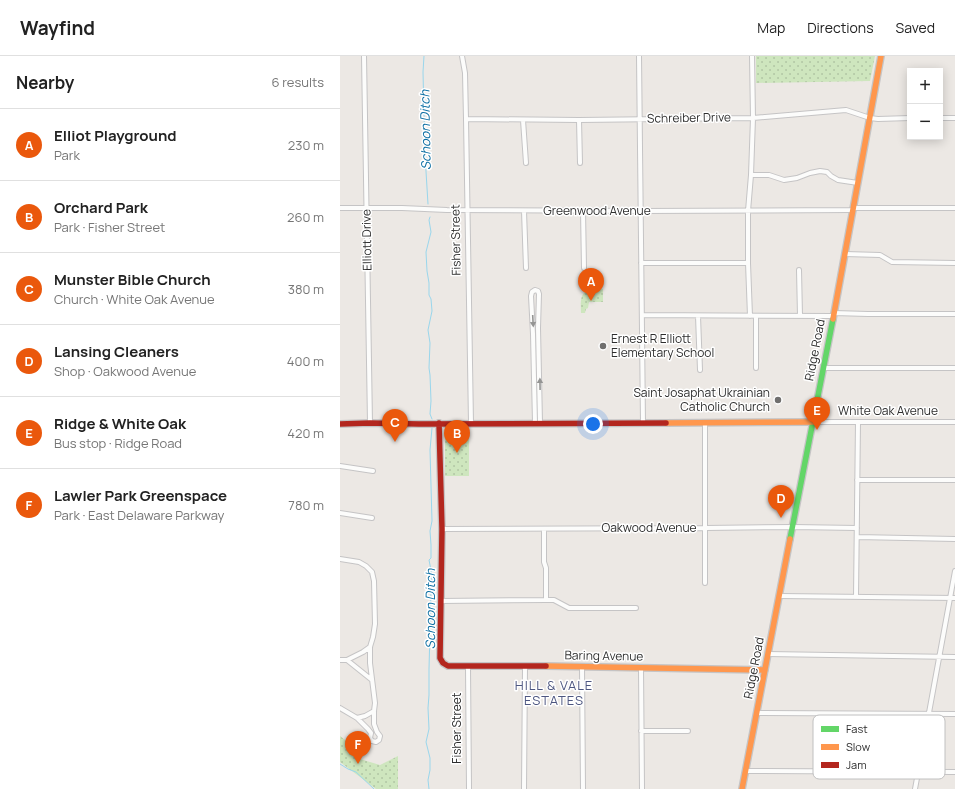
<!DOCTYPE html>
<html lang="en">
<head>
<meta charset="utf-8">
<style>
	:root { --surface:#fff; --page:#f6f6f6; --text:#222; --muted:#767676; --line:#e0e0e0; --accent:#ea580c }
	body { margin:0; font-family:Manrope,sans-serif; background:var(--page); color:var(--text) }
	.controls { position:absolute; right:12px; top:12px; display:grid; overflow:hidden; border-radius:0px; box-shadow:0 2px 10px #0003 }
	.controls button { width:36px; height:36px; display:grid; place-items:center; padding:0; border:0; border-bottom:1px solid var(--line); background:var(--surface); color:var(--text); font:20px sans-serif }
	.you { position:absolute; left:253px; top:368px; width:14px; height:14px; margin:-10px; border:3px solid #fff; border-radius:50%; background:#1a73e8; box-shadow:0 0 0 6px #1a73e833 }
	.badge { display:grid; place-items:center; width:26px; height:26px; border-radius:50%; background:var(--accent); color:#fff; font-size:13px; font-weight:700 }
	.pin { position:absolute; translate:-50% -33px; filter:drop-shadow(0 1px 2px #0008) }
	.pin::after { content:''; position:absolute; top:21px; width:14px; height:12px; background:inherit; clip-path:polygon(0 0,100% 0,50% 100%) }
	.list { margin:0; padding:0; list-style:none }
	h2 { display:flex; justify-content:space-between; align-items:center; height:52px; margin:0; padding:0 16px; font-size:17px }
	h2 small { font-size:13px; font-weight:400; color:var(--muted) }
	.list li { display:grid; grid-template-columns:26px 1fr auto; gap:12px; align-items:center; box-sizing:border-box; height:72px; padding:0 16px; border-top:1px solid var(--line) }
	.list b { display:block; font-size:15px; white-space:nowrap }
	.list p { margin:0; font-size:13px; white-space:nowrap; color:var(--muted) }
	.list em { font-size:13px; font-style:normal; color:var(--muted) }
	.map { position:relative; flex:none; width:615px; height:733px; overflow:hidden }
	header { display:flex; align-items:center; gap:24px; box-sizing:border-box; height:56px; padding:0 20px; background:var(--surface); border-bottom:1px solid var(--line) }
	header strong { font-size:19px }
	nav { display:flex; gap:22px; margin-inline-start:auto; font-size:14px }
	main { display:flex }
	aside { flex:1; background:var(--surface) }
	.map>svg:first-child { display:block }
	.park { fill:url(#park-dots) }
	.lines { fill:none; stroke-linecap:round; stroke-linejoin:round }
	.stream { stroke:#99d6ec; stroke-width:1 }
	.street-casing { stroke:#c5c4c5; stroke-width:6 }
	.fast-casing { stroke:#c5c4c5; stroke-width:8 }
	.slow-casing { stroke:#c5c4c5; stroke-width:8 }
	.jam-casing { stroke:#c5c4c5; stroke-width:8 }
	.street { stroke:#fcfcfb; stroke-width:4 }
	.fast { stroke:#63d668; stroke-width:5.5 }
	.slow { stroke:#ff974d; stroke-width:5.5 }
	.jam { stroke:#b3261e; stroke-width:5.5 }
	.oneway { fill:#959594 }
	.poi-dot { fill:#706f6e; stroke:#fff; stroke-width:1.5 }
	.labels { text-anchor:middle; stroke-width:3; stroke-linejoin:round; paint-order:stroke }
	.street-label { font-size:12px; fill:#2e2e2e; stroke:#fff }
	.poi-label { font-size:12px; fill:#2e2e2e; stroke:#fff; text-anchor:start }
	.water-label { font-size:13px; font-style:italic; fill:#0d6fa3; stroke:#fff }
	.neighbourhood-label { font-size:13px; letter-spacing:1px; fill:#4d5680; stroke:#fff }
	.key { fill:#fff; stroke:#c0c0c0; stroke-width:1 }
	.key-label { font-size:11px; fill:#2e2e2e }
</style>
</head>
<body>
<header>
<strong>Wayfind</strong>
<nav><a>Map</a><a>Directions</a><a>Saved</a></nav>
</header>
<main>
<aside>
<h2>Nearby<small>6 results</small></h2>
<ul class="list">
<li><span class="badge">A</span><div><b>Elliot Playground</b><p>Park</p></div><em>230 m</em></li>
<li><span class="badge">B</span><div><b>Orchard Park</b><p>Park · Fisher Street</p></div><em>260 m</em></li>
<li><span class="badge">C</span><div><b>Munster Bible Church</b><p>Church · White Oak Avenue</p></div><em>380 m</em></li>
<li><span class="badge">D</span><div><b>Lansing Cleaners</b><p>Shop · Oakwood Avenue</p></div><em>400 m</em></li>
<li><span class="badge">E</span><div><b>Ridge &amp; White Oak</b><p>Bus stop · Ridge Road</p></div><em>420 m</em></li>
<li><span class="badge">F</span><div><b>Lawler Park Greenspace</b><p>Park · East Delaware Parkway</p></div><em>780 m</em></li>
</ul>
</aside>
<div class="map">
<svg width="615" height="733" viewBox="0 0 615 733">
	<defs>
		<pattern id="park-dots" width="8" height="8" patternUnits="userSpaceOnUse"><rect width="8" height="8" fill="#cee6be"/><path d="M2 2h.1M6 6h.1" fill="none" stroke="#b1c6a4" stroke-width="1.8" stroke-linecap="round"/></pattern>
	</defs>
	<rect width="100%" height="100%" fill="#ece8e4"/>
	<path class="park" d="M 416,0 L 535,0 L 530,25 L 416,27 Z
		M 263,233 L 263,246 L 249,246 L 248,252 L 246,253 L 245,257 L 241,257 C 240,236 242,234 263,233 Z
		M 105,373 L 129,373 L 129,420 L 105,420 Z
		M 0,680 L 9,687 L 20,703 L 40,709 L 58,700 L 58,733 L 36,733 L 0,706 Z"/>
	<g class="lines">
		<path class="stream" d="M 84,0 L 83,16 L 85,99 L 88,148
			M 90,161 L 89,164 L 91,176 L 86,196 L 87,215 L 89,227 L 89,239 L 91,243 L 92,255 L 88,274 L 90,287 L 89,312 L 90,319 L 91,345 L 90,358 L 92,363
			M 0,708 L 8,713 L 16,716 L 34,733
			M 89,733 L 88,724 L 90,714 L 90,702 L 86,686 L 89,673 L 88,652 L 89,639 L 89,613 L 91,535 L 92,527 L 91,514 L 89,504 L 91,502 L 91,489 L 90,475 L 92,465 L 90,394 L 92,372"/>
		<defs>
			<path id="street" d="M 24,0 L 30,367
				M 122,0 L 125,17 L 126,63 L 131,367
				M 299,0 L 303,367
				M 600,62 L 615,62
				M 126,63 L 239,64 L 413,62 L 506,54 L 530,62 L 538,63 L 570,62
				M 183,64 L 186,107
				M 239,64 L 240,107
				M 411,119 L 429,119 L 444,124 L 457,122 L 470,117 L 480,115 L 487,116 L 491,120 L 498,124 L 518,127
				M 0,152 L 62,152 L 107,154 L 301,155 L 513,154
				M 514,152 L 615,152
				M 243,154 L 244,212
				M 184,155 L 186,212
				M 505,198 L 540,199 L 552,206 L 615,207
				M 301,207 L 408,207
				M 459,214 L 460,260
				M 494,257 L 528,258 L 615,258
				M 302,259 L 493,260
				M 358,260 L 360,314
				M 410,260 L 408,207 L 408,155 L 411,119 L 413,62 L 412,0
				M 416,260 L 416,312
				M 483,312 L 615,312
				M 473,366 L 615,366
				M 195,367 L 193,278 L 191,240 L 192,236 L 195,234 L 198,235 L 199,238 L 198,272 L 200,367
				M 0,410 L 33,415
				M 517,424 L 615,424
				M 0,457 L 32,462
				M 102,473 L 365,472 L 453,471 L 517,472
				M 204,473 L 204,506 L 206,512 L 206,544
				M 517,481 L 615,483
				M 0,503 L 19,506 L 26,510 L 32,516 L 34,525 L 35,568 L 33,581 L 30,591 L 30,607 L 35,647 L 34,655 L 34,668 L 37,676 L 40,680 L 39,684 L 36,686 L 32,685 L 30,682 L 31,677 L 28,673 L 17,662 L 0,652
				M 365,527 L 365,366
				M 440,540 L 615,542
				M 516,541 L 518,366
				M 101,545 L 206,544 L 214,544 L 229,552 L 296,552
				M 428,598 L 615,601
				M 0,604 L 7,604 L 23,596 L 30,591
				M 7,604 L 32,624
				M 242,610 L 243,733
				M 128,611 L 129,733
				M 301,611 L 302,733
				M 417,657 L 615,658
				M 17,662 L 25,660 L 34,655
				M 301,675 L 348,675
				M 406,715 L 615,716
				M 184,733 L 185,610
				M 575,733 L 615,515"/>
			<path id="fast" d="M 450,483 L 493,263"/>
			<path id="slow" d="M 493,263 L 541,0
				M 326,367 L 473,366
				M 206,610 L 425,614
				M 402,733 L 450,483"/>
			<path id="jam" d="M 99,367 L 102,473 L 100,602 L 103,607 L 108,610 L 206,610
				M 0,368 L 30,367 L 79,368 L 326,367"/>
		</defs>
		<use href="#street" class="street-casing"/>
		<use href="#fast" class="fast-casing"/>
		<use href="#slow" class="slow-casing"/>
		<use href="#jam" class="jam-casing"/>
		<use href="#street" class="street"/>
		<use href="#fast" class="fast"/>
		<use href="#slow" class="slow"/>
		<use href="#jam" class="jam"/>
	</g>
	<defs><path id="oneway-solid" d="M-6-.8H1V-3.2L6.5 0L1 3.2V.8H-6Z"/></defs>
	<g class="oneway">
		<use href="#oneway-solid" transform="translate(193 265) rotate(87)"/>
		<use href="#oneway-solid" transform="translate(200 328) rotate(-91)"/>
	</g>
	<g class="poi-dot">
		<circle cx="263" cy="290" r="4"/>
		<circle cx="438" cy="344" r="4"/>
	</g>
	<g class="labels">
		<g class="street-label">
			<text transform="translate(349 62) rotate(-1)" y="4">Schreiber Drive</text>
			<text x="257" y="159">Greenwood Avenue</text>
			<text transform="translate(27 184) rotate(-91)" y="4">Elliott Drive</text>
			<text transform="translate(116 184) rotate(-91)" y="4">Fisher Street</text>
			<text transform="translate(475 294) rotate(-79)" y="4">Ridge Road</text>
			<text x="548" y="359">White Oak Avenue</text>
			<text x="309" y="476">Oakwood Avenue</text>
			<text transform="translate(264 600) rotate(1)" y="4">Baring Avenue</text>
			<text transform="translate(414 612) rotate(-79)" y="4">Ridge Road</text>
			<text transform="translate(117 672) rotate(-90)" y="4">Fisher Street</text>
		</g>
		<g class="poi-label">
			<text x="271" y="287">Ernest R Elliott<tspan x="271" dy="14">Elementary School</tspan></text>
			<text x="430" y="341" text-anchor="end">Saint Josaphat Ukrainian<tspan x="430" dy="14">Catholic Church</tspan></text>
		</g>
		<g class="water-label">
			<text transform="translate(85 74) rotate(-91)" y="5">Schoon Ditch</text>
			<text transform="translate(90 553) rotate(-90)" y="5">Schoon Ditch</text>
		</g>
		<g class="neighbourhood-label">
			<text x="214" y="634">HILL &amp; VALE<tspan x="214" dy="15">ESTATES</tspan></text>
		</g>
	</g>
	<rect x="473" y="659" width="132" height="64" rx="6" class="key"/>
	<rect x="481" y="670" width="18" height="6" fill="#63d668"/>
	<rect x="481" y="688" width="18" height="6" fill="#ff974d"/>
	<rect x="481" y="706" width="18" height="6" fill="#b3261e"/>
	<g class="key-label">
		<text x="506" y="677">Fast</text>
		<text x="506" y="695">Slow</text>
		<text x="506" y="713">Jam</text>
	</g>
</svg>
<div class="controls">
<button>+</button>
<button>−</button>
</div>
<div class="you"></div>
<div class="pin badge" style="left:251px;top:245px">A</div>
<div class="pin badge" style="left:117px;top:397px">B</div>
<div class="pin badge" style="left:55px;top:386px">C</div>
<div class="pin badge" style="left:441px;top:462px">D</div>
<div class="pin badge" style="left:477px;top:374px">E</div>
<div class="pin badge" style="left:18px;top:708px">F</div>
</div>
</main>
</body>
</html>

# # # # #

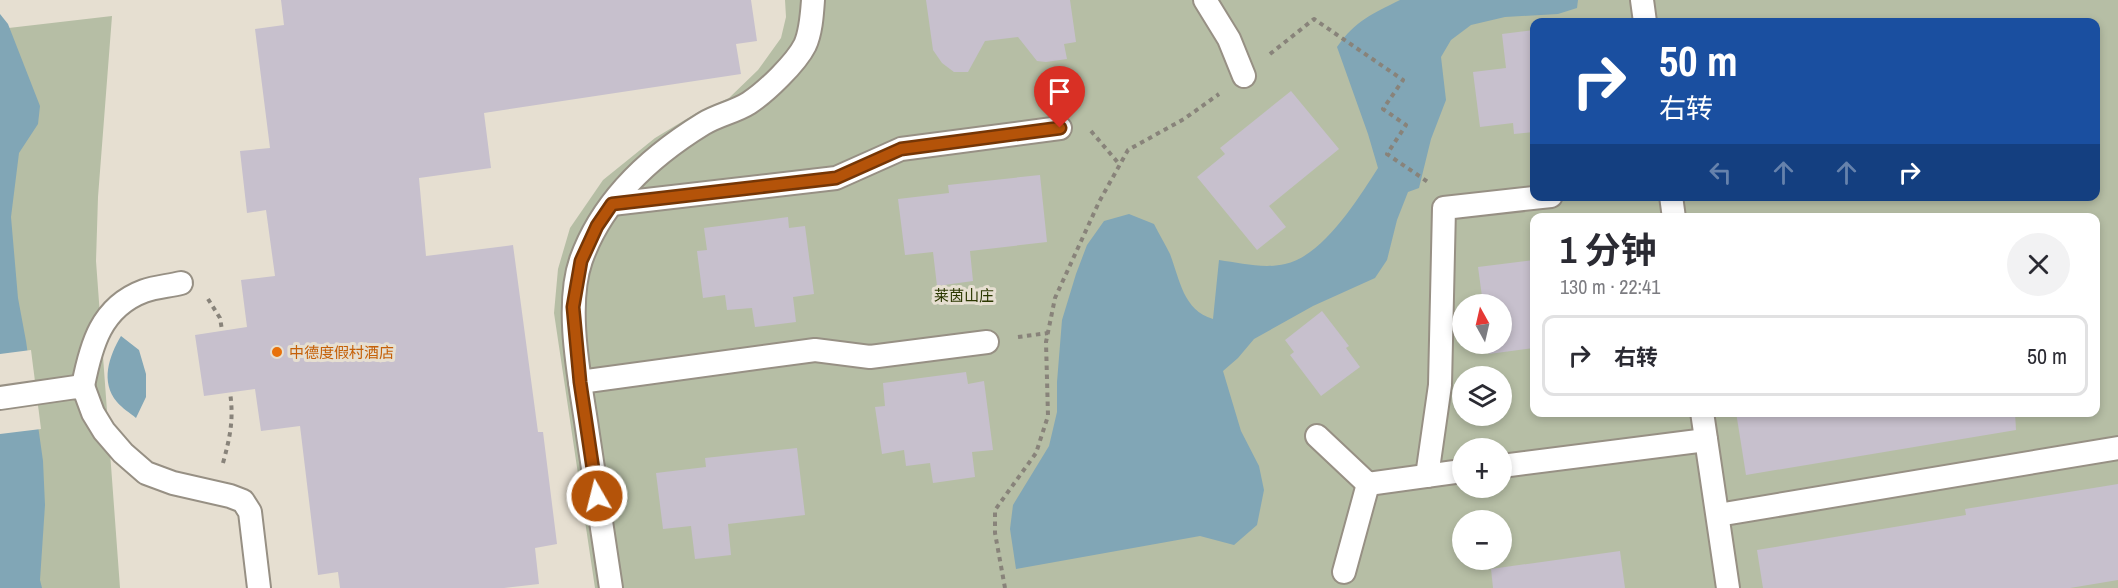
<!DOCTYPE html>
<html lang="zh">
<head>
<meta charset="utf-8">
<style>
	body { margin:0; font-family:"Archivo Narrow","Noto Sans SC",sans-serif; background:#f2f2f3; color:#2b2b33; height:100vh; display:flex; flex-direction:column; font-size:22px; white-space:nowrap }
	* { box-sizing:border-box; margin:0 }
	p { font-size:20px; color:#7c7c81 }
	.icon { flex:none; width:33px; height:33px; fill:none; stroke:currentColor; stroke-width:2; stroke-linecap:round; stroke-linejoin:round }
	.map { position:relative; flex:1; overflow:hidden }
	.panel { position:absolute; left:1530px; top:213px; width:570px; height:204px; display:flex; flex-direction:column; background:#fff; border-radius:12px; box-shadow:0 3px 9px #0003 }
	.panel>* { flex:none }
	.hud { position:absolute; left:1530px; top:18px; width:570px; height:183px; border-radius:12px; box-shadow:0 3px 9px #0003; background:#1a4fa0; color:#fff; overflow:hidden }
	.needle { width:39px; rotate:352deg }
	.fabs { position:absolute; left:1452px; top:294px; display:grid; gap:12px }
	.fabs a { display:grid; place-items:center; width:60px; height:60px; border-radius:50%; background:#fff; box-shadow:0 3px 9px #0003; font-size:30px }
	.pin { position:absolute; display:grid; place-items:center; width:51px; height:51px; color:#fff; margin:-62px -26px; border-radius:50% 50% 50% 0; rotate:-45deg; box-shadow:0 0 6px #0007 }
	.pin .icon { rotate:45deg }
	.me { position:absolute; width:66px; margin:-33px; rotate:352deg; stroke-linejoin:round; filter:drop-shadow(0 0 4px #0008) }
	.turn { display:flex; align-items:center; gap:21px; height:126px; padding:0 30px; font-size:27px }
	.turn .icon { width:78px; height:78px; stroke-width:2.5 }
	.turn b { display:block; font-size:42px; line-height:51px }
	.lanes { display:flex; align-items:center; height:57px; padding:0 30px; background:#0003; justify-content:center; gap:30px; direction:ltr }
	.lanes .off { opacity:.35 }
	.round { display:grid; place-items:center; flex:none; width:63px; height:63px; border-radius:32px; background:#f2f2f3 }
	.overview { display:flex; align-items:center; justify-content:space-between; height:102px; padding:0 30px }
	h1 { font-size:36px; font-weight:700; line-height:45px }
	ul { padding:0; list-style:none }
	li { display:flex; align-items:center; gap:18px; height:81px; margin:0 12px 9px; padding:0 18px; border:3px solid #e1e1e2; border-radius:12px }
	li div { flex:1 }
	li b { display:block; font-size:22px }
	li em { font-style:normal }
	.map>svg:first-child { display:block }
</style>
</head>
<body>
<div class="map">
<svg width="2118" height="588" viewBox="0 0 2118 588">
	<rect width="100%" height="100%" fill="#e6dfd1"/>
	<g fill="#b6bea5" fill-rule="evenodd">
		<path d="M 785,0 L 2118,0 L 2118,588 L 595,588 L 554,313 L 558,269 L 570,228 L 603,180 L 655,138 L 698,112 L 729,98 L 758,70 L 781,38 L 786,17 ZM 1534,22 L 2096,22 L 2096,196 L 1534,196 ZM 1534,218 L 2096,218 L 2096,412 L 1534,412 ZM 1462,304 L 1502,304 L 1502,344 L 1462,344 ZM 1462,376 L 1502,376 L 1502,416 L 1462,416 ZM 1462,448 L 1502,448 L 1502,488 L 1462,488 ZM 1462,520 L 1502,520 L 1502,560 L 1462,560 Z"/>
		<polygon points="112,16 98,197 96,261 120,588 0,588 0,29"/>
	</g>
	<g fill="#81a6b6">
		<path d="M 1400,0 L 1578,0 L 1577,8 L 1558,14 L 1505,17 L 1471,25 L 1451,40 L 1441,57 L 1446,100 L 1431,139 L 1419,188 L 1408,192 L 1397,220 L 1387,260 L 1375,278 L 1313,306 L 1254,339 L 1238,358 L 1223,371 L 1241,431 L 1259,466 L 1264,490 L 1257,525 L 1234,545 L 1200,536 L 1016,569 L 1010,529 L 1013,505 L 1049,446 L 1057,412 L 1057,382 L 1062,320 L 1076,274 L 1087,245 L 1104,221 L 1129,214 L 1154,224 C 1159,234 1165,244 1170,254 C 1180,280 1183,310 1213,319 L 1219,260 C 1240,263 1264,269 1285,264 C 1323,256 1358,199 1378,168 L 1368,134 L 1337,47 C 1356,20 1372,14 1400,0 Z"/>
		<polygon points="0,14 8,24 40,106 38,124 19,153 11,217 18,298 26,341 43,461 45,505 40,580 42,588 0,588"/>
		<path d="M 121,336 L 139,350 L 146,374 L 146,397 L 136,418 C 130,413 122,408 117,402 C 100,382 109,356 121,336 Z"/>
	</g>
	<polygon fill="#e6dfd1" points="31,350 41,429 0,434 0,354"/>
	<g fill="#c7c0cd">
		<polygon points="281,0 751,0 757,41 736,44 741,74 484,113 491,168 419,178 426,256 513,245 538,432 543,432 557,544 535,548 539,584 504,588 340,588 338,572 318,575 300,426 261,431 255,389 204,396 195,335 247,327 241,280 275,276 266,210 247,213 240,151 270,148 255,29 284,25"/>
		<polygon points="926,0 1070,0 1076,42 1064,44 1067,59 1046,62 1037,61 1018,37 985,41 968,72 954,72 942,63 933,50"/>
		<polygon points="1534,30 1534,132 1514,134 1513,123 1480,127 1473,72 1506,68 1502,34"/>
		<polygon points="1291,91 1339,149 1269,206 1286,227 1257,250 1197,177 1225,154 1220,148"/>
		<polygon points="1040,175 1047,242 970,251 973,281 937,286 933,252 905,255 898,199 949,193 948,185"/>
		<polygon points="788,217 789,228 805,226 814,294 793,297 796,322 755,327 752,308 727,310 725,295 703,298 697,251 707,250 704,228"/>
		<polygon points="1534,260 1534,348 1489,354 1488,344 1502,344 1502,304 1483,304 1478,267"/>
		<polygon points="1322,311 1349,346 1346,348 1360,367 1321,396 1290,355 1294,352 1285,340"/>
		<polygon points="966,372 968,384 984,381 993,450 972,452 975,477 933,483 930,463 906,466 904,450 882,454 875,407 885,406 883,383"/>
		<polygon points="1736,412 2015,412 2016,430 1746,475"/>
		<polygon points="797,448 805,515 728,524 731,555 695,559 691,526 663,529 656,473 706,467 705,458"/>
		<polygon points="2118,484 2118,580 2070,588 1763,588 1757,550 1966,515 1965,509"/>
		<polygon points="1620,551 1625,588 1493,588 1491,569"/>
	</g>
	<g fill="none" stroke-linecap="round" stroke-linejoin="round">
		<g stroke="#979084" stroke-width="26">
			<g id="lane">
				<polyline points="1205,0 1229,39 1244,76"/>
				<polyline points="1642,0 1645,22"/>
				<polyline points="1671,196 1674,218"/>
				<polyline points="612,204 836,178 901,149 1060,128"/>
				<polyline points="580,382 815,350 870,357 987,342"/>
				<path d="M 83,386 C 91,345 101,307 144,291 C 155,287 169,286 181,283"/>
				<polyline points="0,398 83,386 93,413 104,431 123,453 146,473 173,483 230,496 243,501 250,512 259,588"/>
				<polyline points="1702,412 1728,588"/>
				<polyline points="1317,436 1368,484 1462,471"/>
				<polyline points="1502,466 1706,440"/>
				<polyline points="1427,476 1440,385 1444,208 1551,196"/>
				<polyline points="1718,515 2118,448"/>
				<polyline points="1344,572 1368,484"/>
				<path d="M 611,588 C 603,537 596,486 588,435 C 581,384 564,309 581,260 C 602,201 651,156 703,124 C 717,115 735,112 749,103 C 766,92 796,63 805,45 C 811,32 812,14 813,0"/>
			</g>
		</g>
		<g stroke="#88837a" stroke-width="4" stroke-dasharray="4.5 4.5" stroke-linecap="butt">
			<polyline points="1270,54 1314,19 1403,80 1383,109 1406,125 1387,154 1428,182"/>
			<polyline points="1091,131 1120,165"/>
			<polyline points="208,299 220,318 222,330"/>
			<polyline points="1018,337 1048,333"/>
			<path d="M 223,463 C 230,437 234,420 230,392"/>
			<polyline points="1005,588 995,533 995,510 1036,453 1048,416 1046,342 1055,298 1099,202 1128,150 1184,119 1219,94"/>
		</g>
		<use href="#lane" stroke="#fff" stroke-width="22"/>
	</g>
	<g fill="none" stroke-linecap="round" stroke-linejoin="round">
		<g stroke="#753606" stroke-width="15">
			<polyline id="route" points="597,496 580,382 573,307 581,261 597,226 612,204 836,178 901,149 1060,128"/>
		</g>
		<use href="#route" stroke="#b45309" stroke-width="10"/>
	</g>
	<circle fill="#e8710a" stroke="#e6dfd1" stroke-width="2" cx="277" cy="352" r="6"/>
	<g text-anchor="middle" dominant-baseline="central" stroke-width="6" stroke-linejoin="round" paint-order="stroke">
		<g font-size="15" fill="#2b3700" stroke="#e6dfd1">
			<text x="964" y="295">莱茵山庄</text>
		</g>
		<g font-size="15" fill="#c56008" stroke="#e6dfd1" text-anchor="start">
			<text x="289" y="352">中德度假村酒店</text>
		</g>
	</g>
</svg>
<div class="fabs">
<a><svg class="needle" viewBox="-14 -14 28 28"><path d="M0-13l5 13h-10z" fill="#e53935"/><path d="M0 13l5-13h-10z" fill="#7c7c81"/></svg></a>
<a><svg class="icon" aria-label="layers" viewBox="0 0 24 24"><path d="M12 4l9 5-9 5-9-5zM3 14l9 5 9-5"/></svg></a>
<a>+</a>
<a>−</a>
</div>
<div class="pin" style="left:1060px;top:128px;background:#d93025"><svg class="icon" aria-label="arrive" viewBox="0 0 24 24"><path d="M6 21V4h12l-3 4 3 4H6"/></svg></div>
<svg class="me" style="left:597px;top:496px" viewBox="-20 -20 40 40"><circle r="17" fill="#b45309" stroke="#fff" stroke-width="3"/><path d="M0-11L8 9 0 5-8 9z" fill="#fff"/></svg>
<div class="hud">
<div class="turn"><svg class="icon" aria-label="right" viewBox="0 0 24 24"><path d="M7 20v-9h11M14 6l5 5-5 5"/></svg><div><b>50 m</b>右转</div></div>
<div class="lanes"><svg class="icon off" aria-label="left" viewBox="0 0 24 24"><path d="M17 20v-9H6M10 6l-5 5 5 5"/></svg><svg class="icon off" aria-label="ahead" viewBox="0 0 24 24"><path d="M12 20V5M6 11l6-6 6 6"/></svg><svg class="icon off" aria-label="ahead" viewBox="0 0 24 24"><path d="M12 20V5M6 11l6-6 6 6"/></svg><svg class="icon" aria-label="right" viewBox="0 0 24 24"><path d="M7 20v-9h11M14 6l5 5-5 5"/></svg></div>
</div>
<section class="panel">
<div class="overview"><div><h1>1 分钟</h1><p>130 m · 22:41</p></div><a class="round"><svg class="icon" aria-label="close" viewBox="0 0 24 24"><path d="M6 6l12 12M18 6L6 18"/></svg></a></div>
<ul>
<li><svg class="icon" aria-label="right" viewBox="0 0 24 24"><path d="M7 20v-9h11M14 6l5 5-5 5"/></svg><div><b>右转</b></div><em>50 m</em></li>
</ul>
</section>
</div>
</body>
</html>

# # # # #

◆ Exercise description:
Scan the material above for the string "labels" and copy every line that has it.

◆ Answer to the exercise:
	.labels { text-anchor:middle; stroke-width:3; stroke-linejoin:round; paint-order:stroke }
	<g class="labels">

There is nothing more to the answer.